ともあれ、ここまでの構成を纏めますと――ジェットコースター3回、急流すべり2回、射撃2回、コーヒーカップ7回という配分で……うん、後は――
「……そうですね、ジェットコースターがご不満でしたら、コーヒーカップを15か――」
「さっきから何なのその回数縛り!!」
その後も、ほどほどに休憩を挟みつつ様々なアトラクションを巡った僕ら。そして――
「――いやー、やっぱり最後はこれだよね。うわ、すっごい良い景色!」
「……いや、まだほとんど上がって……いや、まあいっか」
そう、目を輝かせ外を見つめる風奈さん。
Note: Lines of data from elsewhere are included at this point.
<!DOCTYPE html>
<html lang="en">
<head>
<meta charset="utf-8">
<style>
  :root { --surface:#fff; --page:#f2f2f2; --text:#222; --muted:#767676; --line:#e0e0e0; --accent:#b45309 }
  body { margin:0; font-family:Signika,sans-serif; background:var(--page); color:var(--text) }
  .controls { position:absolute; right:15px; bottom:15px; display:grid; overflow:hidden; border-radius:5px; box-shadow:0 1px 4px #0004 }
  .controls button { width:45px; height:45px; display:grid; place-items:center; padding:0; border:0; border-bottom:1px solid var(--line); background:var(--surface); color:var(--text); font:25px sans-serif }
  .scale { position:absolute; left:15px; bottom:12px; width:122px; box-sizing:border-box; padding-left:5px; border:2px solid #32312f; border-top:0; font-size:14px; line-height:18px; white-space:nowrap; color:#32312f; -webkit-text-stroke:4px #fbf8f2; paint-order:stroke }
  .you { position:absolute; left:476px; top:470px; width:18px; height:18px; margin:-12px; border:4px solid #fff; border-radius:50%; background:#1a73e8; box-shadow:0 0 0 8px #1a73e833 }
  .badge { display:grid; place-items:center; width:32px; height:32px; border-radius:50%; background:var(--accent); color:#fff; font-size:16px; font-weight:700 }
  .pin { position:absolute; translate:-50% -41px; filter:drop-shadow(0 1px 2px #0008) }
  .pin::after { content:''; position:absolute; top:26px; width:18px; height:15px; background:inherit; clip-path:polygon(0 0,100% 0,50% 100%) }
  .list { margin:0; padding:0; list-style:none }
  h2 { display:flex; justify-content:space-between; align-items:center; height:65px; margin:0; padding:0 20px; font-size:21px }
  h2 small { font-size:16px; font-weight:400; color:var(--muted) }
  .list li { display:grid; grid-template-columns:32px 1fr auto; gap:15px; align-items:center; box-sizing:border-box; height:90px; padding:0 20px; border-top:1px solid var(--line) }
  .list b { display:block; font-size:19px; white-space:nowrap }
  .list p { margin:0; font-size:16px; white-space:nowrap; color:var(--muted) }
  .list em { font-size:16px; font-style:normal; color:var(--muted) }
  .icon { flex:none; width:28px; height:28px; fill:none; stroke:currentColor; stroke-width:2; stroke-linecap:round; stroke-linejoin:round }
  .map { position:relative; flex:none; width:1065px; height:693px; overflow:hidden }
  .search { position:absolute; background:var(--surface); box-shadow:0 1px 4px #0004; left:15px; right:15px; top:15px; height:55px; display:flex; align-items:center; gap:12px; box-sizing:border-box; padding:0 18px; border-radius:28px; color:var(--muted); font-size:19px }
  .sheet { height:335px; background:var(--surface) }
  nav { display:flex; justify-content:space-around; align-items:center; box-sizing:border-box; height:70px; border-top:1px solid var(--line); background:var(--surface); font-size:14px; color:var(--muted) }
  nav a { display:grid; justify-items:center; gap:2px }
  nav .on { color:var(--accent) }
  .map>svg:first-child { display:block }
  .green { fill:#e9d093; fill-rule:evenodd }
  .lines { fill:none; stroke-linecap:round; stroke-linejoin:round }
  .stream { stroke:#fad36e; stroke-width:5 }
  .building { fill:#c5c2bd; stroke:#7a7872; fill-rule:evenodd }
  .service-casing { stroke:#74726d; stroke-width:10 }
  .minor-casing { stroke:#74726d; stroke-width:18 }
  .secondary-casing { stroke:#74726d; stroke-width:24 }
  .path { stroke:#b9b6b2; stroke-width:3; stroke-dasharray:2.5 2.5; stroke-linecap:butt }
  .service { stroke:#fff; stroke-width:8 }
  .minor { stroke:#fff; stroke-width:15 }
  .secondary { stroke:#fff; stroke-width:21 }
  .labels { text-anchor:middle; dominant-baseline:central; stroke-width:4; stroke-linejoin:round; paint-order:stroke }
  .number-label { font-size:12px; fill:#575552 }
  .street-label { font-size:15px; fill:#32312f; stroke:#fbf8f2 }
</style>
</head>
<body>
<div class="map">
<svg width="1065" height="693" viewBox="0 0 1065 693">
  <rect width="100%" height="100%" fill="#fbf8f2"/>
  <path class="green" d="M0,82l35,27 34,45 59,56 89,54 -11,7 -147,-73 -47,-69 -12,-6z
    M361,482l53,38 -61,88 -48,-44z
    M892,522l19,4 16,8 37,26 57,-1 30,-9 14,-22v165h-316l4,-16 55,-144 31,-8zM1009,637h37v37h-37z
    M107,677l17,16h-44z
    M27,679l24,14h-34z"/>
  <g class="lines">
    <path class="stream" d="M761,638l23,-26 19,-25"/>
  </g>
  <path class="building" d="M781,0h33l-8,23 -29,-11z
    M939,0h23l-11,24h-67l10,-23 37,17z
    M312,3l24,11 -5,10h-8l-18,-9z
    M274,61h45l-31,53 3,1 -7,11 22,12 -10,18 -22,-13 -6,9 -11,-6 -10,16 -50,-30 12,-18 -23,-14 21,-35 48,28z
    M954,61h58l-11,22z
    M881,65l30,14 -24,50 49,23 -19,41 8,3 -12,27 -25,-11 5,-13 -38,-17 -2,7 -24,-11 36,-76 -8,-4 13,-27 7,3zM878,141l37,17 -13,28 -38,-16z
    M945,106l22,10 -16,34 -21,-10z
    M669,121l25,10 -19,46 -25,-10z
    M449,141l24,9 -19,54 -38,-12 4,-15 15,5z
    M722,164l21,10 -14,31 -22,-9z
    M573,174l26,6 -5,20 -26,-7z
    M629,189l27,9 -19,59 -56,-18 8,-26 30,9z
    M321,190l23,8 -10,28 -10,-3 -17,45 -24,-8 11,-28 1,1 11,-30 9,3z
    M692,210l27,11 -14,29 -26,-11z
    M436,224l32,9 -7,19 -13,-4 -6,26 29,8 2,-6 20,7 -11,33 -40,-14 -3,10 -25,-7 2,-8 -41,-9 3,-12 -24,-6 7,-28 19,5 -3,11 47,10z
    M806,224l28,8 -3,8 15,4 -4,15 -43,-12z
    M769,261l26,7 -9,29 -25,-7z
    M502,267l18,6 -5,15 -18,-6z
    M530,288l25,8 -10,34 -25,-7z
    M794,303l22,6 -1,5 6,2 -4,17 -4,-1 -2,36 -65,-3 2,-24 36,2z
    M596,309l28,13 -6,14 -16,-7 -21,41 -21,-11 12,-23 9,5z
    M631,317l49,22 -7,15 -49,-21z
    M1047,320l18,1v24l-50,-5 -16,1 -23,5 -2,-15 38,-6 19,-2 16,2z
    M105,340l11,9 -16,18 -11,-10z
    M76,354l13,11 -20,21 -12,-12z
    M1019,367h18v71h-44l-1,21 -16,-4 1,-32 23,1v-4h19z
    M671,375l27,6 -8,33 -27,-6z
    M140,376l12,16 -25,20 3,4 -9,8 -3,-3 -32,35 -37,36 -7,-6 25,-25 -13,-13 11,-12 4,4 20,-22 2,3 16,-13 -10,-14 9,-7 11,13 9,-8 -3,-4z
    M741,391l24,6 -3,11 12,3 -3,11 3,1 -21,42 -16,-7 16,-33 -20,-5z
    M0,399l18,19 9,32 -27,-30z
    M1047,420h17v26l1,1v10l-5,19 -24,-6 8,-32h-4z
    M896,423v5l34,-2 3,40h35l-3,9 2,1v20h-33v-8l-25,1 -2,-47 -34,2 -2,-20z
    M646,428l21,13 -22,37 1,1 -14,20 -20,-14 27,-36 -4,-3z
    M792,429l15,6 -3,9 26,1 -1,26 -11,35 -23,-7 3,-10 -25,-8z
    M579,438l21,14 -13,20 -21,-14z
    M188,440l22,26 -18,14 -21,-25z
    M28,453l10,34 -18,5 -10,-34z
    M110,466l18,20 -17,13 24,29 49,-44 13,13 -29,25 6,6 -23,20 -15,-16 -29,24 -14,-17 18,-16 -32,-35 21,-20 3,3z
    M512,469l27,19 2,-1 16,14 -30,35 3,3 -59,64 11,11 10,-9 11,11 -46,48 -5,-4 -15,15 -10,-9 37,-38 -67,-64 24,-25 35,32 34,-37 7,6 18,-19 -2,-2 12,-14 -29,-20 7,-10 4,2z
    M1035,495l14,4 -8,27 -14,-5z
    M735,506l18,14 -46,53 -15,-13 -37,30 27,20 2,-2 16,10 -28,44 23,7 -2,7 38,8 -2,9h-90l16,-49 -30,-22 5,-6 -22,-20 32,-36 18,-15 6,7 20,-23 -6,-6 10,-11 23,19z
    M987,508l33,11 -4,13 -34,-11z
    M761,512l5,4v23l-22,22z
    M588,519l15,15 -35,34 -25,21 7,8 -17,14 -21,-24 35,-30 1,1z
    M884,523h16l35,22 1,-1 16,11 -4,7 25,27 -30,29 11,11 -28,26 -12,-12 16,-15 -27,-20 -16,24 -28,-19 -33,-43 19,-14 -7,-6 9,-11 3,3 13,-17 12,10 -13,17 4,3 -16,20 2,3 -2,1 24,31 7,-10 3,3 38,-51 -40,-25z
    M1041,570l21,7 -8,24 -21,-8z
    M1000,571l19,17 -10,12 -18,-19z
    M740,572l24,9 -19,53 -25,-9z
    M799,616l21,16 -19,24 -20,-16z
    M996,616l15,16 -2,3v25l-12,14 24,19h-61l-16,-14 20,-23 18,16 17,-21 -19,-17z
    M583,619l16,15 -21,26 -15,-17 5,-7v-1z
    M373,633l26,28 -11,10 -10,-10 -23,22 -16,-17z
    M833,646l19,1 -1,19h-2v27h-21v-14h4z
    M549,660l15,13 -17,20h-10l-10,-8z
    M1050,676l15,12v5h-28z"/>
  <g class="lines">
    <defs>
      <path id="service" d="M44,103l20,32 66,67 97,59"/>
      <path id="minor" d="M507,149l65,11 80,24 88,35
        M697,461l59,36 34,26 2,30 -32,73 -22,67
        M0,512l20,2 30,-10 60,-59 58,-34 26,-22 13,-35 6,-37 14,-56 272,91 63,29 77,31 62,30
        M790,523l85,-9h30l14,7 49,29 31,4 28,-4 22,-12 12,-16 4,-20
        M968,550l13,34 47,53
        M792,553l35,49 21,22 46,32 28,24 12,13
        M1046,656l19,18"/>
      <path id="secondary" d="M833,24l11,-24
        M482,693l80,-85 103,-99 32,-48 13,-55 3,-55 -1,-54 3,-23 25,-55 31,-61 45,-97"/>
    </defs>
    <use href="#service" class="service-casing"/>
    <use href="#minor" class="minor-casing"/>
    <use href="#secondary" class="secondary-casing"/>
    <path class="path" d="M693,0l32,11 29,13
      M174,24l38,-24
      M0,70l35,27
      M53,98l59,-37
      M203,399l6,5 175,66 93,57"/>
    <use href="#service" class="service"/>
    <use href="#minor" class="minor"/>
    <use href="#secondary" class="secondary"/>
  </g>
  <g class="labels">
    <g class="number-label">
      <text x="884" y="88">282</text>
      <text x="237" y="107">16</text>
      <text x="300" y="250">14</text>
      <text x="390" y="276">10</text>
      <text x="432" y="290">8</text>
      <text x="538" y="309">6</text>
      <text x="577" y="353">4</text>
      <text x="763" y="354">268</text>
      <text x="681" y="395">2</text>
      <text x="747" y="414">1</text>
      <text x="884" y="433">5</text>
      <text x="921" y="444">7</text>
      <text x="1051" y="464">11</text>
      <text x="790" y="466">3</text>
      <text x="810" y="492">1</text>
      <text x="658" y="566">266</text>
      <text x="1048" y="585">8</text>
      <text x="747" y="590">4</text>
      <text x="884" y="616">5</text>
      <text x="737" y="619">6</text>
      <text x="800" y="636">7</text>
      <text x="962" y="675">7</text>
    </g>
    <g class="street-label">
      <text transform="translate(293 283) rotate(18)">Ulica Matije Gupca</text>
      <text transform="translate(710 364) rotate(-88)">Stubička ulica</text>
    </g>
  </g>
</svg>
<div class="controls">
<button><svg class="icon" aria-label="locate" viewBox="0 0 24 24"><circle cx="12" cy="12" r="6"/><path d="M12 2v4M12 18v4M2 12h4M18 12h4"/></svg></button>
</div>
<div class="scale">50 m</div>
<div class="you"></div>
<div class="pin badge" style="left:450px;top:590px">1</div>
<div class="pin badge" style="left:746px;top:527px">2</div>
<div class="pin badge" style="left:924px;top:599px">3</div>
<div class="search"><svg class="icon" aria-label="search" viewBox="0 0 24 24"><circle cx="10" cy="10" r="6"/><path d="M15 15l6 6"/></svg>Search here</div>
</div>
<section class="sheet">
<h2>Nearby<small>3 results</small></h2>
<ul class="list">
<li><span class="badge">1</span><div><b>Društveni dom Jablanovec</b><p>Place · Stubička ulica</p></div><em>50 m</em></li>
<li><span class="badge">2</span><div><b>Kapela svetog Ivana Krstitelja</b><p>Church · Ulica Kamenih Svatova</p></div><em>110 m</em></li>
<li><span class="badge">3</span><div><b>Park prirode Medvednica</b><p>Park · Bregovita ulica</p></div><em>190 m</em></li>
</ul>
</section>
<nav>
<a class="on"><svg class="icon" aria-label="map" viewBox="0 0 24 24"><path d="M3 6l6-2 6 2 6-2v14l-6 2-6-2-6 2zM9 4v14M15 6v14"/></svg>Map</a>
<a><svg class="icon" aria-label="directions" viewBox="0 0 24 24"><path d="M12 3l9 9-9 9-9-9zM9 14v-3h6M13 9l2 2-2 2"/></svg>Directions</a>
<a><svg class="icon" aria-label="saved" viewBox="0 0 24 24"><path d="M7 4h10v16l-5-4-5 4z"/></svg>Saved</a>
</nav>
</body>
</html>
まあ、まだほとんど上がってないんだけど……でも、本人が楽しんでるんだし敢えてツッコむのも野暮だよね。
「……そう言えば、改めてだけどありがとね、陶夜くん。今日は……いや、まだ終わってないけど……今日は本当に楽しかった! だから、誘ってくれてほんとにありがと、陶夜くん!」
「……風奈さん。いえ、お礼をいうのはこちらの方です。僕の我が儘に付き合ってくださり、本当にありがとうございます、風奈さん」
その後ほどなく、ニコッと笑いお礼を言ってくれる風奈さん。この様子だと、本当に楽しんでくれていたようでホッと安堵を覚える。ただ、それにしても……お礼を言うのは僕の方なのに、ほんとに優しい人だ。
そして、徐々にゴンドラは上がっていく。僕と交互に見つつ、見晴らしの良くなっていく景色にその目もいっそう輝いて――
……うん、本当に申し訳ない。ないけれど……そろそろ、言わなきゃね。このゴンドラが、地上に降りるその時までに。
「――依月、風奈さん。貴女は、およそ100年前――大正時代から、今この令和にやって来たのですね」
そう、真っ直ぐに見つめ告げる。しばし、沈黙が空間を支配する。つい先ほどまで、彼女の明るい声が響いていたのが嘘みたいに。そして――
「…………そっか」
そう、ポツリと呟く風奈さん。何処か悟ったような、淡い微笑を浮かべながら。そして――
「……それじゃ、もう知ってるんだよね? 私が、大正でどんな罪を犯したのかも」
「…………」
そんな彼女の言葉に、口を一文字に結ぶ僕。実のところ、事の経緯まで詳細に知っているわけじゃない。だけど……だからこそ、ここで否定することに意味はない。貴女は、罪なんて犯していない――なんて安直に否定することなど何の意味もない。彼女自身が、否定を求めていないのだから。
すると、何処か満足そうに微笑む風奈さん。そして、少し居住まいを正し、僕を真っ直ぐに見ながら再び口を開いた。